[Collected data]
========================================

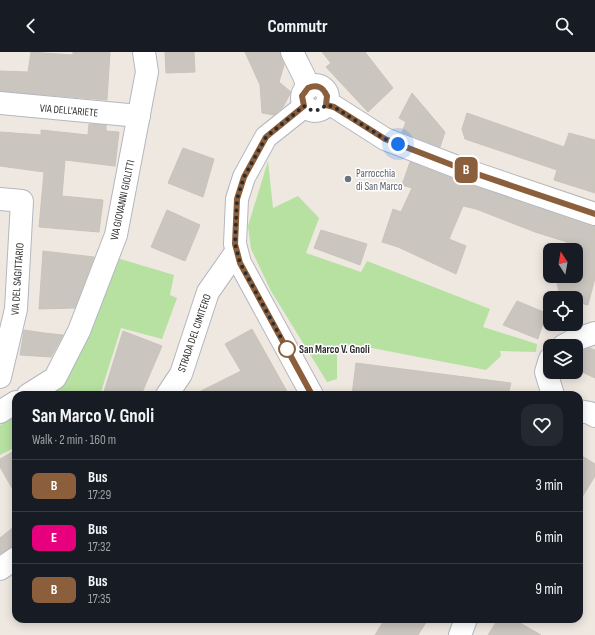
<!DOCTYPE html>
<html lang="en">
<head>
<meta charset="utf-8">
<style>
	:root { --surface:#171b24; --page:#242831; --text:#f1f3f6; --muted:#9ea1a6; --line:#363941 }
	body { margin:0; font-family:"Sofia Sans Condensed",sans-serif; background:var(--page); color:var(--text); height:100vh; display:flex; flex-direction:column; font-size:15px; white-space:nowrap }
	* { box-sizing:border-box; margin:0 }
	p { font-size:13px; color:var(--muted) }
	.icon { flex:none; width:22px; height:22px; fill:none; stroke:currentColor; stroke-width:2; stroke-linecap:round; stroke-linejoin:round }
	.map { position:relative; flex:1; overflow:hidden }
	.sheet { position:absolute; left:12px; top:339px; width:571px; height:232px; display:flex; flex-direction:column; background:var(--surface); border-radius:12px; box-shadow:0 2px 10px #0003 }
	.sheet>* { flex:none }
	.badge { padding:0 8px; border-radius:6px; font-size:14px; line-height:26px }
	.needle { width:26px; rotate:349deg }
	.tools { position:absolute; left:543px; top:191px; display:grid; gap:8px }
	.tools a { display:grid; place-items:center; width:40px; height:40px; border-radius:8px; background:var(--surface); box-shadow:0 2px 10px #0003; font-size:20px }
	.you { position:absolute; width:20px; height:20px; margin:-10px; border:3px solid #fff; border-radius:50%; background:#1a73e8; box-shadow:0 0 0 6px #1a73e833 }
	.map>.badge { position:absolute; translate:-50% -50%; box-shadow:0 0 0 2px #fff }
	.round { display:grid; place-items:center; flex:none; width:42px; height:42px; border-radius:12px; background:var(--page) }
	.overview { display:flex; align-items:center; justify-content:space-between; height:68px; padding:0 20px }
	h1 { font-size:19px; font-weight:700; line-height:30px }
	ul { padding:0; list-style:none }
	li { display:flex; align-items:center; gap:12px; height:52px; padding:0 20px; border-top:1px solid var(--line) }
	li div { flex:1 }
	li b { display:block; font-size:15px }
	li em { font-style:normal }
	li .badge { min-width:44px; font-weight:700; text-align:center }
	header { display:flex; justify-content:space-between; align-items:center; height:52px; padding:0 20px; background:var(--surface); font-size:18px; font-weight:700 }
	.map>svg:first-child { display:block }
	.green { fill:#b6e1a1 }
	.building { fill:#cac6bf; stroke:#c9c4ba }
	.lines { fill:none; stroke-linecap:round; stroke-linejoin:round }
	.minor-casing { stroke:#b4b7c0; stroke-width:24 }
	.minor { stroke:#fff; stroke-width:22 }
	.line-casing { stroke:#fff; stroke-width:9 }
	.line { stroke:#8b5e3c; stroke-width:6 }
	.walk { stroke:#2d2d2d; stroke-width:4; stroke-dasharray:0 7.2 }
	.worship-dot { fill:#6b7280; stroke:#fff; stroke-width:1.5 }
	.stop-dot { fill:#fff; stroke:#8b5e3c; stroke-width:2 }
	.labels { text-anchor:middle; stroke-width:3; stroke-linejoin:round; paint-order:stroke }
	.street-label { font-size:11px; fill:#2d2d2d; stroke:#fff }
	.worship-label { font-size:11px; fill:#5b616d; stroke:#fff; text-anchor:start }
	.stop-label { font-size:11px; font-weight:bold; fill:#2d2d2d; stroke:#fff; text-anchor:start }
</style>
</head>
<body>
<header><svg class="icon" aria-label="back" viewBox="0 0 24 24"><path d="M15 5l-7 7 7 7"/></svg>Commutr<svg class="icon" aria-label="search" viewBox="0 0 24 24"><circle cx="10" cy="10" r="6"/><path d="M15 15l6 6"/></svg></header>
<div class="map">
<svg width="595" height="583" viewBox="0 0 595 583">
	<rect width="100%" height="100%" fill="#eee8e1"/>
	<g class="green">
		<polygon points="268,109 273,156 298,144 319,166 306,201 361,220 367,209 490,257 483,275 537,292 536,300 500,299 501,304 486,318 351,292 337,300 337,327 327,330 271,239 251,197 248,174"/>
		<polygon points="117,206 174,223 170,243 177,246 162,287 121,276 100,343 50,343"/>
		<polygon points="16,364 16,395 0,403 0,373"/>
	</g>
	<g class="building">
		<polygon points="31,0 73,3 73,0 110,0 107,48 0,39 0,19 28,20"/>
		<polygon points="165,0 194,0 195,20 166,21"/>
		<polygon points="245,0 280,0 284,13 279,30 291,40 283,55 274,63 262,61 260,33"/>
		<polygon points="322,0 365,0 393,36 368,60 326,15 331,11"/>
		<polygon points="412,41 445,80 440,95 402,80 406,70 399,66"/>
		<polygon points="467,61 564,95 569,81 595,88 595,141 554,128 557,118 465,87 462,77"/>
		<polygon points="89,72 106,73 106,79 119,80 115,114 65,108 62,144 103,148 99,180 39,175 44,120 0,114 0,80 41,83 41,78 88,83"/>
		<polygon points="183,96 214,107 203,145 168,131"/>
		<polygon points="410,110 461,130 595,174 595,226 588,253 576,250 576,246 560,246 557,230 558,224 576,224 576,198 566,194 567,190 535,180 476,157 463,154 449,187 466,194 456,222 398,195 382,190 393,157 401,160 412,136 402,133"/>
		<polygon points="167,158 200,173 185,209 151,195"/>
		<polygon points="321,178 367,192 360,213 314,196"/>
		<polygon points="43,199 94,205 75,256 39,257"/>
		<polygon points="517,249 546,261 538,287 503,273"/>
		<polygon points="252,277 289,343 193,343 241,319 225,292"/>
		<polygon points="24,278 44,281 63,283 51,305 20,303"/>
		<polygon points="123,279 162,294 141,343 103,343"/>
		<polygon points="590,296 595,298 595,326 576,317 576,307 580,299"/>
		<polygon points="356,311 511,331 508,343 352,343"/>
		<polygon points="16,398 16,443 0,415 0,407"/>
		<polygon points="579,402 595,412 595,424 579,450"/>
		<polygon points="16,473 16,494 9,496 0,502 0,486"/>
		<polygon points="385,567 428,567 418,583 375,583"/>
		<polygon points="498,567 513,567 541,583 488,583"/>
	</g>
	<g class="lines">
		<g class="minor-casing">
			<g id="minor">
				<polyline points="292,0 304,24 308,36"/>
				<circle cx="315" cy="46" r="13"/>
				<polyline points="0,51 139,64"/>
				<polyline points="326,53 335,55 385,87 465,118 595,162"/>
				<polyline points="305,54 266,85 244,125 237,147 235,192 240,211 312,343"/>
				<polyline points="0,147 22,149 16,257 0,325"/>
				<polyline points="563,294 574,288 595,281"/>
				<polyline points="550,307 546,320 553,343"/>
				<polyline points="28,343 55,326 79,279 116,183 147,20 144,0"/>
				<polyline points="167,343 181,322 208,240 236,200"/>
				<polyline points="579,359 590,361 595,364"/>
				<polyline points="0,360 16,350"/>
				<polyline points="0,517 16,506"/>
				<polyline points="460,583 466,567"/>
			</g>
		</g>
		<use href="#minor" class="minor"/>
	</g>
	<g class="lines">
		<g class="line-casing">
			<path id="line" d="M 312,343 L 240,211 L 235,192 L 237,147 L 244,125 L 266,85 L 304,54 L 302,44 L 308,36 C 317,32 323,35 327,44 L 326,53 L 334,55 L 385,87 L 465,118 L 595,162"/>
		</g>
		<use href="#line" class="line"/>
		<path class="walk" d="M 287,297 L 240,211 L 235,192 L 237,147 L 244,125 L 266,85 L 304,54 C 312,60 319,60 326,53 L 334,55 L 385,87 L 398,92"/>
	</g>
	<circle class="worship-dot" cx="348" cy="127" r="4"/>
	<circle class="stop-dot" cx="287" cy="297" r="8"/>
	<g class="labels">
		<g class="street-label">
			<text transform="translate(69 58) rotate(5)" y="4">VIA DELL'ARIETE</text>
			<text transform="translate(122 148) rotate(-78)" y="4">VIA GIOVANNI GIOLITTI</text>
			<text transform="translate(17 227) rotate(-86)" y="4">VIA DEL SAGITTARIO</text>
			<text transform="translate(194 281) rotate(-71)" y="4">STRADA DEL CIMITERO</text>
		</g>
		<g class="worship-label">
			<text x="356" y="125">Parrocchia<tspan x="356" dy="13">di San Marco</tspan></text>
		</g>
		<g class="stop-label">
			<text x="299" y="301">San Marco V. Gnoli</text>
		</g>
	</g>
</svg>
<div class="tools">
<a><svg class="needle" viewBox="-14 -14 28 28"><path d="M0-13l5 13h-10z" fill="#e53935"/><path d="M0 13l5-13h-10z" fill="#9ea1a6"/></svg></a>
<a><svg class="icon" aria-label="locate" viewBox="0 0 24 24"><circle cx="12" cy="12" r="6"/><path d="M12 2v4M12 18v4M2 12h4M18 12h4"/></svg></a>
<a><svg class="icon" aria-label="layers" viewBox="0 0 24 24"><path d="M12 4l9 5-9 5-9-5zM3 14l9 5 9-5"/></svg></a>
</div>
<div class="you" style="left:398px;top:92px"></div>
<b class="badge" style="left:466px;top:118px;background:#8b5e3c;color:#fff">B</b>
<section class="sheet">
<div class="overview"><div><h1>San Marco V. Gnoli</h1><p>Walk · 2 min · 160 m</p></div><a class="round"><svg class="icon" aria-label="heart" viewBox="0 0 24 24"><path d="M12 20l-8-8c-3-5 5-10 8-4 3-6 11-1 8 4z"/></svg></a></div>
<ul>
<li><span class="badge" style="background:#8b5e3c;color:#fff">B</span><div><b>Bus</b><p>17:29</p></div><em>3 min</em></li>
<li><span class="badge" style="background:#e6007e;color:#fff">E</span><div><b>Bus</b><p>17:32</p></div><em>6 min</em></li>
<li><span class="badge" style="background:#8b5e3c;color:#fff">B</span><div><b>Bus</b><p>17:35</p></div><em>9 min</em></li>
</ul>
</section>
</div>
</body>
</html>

========================================

ASSIGNED TASK:
Across all the records, find the lines containing the word "space" and reproduce each one.

ANSWER BOX:
	body { margin:0; font-family:"Sofia Sans Condensed",sans-serif; background:var(--page); color:var(--text); height:100vh; display:flex; flex-direction:column; font-size:15px; white-space:nowrap }
	.overview { display:flex; align-items:center; justify-content:space-between; height:68px; padding:0 20px }
	header { display:flex; justify-content:space-between; align-items:center; height:52px; padding:0 20px; background:var(--surface); font-size:18px; font-weight:700 }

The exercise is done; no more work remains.